To make it sound like there's no counter to it at whatever the level you may want to clarity for yourself would be incredibly dismissive and inaccurate, when you realise the whole Western vs Soviet/Russian air defence doctrines revolve around cost-effectiveness vs saturation attacks!
It's dismissive because the concept is ridiculous, and no sound doctrine has ever revolved around it.
You mentioned layered defense in the Naval realm, but US Naval doctrine follows the principle I outlined: It's the Strike Group's (airwing + destroyers + subs) responsibility to neutralize the launch platforms, while keeping the CVN as far away as possible. This is because the group's onboard SAM+Phalanx layers can
always be saturated. They only exist as a last resort. It's simply incorrect to say that the doctrine "revolves" around them.

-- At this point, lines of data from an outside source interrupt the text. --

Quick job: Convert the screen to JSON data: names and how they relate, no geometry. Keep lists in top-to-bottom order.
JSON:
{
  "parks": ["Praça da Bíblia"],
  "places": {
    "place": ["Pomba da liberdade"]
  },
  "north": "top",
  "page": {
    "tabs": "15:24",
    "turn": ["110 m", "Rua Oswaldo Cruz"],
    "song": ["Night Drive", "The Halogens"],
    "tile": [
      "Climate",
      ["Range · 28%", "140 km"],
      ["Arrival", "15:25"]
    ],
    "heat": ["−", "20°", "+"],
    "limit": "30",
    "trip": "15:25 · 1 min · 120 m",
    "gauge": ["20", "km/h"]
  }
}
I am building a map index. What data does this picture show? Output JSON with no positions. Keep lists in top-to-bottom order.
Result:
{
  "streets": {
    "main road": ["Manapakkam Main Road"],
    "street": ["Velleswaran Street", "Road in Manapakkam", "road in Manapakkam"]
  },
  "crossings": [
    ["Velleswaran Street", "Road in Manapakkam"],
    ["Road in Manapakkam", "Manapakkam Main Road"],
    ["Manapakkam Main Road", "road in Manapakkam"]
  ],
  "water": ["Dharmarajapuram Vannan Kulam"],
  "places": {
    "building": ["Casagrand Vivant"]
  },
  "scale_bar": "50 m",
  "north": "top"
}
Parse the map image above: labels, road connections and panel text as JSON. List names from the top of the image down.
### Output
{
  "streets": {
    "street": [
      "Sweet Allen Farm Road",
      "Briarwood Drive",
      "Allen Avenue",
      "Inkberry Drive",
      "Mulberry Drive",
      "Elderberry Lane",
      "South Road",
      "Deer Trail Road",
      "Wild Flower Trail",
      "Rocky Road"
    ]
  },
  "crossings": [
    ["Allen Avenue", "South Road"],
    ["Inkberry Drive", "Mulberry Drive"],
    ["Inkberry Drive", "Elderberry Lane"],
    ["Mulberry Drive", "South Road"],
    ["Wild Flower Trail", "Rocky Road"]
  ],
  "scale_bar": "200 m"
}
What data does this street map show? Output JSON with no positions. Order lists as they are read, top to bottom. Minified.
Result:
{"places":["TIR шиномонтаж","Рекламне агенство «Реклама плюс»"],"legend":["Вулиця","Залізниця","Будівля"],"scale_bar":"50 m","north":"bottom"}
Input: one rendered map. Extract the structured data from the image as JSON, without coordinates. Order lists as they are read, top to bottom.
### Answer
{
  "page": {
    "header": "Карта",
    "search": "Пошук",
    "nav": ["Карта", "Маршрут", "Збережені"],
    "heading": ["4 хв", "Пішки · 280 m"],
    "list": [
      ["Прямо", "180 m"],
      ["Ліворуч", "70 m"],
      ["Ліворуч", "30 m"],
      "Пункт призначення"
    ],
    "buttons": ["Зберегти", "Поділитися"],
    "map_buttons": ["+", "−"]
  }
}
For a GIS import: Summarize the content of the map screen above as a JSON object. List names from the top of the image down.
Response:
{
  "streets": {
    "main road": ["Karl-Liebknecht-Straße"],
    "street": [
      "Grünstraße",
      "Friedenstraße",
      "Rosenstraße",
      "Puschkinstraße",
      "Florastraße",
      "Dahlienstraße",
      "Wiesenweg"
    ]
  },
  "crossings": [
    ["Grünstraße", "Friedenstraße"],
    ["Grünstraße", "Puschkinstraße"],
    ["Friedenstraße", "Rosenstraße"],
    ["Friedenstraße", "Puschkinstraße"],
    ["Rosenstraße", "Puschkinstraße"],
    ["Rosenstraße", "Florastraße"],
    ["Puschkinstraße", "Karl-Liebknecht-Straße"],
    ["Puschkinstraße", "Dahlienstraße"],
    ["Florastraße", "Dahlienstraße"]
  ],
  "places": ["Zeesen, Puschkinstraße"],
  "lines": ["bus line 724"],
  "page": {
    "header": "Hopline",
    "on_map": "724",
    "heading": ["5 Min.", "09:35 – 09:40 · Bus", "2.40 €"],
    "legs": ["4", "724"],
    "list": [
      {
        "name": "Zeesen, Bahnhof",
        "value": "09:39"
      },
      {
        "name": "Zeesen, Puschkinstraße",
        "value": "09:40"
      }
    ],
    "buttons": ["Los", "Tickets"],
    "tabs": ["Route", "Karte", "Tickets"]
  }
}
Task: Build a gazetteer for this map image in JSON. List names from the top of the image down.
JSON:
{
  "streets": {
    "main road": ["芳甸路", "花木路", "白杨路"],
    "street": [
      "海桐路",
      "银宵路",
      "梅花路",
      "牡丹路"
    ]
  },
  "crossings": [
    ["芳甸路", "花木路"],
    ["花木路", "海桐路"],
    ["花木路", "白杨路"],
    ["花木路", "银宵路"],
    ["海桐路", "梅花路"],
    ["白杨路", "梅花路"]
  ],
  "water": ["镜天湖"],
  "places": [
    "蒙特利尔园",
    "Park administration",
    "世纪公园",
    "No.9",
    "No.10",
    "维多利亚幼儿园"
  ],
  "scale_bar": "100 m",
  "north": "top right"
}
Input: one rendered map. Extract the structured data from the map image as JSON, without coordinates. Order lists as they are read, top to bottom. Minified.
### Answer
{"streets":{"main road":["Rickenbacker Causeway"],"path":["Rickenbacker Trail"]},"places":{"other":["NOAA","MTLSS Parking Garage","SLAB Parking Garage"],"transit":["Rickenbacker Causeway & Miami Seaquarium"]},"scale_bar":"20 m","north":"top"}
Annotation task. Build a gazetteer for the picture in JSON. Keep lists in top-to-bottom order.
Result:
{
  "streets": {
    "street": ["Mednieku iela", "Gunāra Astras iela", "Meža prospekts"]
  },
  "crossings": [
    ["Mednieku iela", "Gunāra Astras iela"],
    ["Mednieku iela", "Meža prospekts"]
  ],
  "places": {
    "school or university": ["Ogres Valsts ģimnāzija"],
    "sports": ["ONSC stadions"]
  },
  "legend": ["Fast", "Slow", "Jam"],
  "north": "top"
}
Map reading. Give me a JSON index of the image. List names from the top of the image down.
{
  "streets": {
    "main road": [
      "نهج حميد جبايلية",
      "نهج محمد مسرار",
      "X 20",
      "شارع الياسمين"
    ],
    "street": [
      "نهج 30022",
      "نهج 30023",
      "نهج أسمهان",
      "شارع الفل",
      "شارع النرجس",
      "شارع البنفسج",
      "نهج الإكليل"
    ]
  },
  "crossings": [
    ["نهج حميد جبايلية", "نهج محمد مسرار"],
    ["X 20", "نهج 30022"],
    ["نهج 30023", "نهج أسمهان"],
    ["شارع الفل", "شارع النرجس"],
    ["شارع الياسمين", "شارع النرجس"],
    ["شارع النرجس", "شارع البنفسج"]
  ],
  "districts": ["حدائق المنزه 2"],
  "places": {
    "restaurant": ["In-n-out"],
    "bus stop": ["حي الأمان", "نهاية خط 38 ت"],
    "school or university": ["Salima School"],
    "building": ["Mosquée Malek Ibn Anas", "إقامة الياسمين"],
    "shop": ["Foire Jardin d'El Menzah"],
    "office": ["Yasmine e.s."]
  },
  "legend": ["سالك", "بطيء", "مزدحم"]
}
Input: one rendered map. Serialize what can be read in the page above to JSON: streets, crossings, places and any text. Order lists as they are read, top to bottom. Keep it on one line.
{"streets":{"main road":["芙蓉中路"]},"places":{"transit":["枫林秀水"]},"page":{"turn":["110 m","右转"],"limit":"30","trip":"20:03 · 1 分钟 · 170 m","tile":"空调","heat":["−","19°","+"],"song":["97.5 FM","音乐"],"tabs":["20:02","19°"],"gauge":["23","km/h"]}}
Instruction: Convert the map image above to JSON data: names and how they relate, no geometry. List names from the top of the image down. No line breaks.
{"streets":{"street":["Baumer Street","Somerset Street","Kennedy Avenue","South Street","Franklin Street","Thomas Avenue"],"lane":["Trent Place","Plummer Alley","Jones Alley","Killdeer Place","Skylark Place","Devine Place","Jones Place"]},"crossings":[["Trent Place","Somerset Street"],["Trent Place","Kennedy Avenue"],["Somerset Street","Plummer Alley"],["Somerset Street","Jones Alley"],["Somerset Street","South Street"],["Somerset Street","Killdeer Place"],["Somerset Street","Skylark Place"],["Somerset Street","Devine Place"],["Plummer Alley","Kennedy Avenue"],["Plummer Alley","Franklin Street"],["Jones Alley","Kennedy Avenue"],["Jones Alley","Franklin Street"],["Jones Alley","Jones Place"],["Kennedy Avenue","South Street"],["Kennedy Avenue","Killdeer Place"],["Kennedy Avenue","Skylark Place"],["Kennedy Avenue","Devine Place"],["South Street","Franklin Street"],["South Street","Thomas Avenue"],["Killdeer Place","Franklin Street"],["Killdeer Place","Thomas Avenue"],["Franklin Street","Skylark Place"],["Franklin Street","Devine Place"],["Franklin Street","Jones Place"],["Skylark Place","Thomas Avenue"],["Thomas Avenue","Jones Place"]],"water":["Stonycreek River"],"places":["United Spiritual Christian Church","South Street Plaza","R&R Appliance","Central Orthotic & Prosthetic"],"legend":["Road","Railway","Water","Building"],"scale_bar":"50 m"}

The layered defense is also not "cost-effective" either. I could give you 10 billion USD to layer your carrier group with SAMs and Phalanx systems, while I get 10 billion worth of coastal AShM batteries that I'll ripple if you come anywhere close to my territory. You have no realistic chance to defeat this saturation attack with a 1:1 cost ratio that "revolves" around SAM/Phalanx layers. Your only shot is to neutralize the launchers. There is no other option. And that's what the doctrine actually revolves around.
And we're not even talking about 21st century AI enabled threats here, which have made defending even harder.